New York City is my home, but for sanity’s sake I must retreat to quieter places. Destinations in the Southwest, my antidote to New York’s density, have offered me food for mind and spirit since 1986. For two weeks of the year, usually on a spring break from teaching, my husband and I go to New Mexico or Arizona where we can see the horizon in every direction and drink in the endless space. Enriched by the Navajo of Arizona and the Pueblo cultures of the Rio Grande valley, I can imagine what it might feel like to truly belong to this Earth.

Traditionally, Navajos have their hogans facing east and rise before dawn to greet the sun. The four directions also figure importantly in their cosmology. Four sacred mountains lie to the east, south, west, and north as boundaries to their homeland. Father Sun inhabits the sky and Mother Earth is below. The medicine wheel, the primary symbol of many tribes, features four quadrants, four winds, four directions, four dimensions of human nature, four races, and four elements. In many cultures of the world, the number four is a principle for ordering space and a symbol of the Earth and wholeness.
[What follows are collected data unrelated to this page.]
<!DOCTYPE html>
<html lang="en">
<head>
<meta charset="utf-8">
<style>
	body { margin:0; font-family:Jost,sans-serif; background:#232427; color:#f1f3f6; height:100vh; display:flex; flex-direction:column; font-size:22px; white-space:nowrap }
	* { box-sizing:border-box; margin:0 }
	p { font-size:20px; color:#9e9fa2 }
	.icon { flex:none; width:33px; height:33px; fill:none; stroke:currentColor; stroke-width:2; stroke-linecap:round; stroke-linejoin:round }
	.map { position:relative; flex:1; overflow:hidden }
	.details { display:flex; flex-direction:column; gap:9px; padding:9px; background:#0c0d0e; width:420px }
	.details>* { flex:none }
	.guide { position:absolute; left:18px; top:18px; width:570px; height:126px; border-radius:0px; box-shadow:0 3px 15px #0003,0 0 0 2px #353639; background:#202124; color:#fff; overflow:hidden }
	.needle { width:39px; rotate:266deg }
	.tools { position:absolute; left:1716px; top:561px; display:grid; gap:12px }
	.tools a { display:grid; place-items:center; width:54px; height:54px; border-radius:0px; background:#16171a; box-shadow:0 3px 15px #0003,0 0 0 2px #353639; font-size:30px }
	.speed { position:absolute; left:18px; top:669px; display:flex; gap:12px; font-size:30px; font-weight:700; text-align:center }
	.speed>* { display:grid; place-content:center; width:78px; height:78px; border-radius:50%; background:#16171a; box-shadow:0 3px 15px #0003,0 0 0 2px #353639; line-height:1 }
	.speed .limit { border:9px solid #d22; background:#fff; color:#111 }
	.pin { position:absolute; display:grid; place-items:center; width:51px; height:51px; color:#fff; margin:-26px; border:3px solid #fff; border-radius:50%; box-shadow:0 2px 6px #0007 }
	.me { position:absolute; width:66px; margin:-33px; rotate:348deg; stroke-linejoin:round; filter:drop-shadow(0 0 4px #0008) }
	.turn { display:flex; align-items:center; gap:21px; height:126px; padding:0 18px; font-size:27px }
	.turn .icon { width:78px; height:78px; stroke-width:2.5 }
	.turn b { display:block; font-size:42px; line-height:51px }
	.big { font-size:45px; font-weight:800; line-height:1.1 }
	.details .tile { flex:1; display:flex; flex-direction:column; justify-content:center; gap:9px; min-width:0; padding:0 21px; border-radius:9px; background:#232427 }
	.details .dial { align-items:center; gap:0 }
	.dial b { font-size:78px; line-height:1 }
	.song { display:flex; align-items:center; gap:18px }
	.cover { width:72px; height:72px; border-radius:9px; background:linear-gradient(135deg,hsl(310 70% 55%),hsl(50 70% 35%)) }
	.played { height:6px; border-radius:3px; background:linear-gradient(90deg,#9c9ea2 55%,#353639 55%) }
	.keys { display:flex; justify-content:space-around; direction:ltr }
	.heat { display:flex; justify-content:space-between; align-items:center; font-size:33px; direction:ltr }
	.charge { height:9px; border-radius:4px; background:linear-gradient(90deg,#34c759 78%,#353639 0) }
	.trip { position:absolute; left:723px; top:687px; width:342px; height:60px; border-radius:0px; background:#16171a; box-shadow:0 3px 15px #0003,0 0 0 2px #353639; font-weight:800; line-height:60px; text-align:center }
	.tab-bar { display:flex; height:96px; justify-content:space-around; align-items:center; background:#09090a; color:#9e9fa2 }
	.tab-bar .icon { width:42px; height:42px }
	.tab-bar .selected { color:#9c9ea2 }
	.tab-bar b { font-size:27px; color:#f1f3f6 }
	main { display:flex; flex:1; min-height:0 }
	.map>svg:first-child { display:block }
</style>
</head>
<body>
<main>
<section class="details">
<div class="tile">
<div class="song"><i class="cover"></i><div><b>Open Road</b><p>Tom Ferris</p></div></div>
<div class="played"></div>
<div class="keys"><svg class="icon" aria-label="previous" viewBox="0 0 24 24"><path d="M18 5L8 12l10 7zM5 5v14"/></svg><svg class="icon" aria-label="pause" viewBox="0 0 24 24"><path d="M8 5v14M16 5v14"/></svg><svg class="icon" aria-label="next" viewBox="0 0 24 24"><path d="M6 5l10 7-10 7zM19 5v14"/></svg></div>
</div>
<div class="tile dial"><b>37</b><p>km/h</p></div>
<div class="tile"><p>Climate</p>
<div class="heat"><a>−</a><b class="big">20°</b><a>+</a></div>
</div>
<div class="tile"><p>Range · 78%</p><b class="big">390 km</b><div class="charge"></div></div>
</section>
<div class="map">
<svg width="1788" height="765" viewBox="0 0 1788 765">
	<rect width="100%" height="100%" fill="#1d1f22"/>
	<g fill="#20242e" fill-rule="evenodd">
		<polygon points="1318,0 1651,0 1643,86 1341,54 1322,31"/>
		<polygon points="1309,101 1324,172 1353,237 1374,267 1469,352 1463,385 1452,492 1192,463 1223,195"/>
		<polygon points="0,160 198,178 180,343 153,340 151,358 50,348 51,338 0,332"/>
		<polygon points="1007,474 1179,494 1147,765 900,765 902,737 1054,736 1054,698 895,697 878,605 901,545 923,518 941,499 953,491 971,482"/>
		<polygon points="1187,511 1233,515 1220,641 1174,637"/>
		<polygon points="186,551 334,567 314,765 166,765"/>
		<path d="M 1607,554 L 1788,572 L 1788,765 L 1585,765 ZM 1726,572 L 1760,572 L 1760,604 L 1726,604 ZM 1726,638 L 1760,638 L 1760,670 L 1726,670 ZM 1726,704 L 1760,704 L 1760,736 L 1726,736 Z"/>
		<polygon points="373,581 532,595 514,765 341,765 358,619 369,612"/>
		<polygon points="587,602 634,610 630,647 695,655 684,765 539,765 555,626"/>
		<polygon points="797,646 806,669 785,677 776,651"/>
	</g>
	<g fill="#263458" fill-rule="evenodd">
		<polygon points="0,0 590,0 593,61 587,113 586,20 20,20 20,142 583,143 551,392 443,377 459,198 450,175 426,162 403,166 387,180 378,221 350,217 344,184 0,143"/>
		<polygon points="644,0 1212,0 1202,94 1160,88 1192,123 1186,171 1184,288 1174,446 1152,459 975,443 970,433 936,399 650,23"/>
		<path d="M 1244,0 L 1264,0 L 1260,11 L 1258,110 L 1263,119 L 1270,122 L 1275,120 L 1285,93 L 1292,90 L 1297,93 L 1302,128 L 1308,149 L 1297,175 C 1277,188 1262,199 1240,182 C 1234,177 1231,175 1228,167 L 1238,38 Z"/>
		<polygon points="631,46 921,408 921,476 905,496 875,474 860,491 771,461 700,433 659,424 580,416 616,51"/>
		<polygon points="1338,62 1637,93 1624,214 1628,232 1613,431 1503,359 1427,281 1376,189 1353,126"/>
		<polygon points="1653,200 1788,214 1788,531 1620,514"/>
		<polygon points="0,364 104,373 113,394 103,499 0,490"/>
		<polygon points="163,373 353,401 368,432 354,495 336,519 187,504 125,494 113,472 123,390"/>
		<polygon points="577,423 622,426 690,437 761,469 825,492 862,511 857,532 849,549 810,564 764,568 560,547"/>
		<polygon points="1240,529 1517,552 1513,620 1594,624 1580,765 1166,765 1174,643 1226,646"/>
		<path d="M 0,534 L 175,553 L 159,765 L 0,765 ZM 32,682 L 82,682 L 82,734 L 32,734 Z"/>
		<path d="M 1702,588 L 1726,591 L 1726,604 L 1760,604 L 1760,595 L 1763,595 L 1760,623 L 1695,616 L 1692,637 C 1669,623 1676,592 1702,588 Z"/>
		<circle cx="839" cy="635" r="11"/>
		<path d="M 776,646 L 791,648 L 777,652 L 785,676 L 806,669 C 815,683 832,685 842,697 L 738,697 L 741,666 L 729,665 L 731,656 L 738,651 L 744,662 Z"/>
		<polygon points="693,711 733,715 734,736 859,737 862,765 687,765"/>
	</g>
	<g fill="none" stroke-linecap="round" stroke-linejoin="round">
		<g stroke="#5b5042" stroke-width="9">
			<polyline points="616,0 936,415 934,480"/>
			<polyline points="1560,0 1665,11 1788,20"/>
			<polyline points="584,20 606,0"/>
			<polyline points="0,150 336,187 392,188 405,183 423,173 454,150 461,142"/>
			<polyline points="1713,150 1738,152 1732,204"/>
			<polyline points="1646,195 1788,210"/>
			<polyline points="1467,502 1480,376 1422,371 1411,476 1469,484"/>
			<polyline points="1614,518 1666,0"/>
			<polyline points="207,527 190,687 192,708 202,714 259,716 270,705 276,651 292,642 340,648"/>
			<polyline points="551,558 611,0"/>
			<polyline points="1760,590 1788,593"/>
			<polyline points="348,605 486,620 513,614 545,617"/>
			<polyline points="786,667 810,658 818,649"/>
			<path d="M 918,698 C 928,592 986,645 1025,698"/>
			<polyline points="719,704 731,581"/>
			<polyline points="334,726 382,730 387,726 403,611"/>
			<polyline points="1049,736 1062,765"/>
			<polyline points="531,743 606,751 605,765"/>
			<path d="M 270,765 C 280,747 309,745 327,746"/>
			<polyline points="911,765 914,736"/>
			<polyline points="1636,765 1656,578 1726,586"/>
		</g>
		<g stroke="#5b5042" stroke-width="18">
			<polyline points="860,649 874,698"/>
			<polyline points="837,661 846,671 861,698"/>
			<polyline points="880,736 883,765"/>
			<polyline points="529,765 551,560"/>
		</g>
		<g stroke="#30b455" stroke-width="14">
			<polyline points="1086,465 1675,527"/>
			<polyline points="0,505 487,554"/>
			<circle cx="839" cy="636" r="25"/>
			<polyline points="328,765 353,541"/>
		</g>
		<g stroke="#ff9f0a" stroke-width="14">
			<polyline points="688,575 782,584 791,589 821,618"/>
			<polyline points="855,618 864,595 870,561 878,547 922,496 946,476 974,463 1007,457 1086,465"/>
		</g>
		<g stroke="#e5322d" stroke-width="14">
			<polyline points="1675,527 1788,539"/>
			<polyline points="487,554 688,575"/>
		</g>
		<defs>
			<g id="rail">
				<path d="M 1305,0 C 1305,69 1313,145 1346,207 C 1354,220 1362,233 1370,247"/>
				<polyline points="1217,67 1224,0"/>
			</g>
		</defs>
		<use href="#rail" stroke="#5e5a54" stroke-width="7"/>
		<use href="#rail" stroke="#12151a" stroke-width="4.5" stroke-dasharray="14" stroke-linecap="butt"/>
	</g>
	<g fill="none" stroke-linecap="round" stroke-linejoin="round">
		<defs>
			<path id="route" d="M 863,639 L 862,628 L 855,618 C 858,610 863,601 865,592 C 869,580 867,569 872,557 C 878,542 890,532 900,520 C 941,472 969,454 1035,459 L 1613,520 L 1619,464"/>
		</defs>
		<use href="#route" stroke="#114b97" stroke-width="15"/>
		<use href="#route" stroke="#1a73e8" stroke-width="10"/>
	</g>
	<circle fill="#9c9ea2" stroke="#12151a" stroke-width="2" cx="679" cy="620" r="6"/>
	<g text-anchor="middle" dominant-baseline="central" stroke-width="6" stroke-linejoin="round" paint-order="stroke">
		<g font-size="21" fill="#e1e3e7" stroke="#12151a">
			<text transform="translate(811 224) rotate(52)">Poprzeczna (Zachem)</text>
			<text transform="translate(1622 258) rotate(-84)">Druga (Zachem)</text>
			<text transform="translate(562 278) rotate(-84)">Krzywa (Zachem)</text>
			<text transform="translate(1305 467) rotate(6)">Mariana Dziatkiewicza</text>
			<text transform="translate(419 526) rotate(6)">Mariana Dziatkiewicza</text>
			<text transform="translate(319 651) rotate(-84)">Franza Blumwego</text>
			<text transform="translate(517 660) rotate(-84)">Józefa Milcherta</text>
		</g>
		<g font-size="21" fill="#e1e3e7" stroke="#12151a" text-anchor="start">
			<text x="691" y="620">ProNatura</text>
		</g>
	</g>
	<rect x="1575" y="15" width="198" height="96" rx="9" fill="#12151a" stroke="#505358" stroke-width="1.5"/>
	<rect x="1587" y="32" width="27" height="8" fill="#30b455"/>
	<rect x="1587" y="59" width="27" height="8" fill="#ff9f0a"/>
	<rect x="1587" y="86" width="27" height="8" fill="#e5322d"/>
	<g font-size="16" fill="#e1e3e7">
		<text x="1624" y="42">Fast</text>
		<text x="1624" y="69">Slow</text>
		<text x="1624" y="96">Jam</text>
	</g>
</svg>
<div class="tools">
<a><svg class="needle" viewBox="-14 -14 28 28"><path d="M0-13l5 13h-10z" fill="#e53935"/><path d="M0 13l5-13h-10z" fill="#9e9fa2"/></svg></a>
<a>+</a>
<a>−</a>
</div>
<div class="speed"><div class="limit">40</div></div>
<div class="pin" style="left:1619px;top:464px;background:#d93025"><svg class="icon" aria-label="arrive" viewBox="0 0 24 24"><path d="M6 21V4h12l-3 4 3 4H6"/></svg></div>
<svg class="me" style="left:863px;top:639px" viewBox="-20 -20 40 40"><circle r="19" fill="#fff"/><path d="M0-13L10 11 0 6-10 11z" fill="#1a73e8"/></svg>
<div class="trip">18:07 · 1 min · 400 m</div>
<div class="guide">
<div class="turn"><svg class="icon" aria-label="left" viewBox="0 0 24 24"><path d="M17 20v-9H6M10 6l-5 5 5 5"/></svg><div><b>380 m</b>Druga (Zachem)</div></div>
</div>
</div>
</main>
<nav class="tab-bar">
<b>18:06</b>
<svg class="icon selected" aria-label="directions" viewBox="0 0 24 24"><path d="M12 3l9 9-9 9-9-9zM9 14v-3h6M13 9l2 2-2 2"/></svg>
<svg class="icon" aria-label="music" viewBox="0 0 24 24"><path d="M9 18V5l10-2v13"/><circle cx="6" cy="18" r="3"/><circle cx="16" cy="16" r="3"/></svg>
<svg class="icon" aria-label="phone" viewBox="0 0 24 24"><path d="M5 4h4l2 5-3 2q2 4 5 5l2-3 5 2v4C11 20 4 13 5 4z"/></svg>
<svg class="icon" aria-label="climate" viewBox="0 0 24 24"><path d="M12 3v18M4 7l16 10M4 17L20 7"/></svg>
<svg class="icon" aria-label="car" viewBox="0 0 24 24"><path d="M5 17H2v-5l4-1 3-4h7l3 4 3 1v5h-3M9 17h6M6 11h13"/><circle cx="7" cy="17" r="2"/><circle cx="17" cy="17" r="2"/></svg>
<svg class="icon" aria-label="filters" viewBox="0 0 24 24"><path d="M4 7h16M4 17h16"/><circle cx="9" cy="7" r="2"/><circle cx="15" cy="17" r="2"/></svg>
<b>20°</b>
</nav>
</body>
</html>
With my own "four directions" daily ritual, I’ve been making New York City’s geography real to me, and strengthening my connection to the city I call home.

I am reminded each day that Manhattan is an island, as I seek its shores in every direction. I truly feel that I inhabit the lower part of the Hudson River Valley bioregion.

Not only do I know the city’s museums, theaters, and stores, but I’ve penetrated its natural character. Spending time in the parks, getting to know the trees, walking the shores, pulling weeds in gardens, I have been refreshed by nature here. Now as I stand at 23rd and Broadway, I am grounded in a way I had not thought possible in this city of millions. A connection to this piece of the Earth and its preservation has become an essential part of my life.

Janet Soderberg

A photographer of "urban nature", Janet Soderberg is a member of 15th Street Meeting in New York.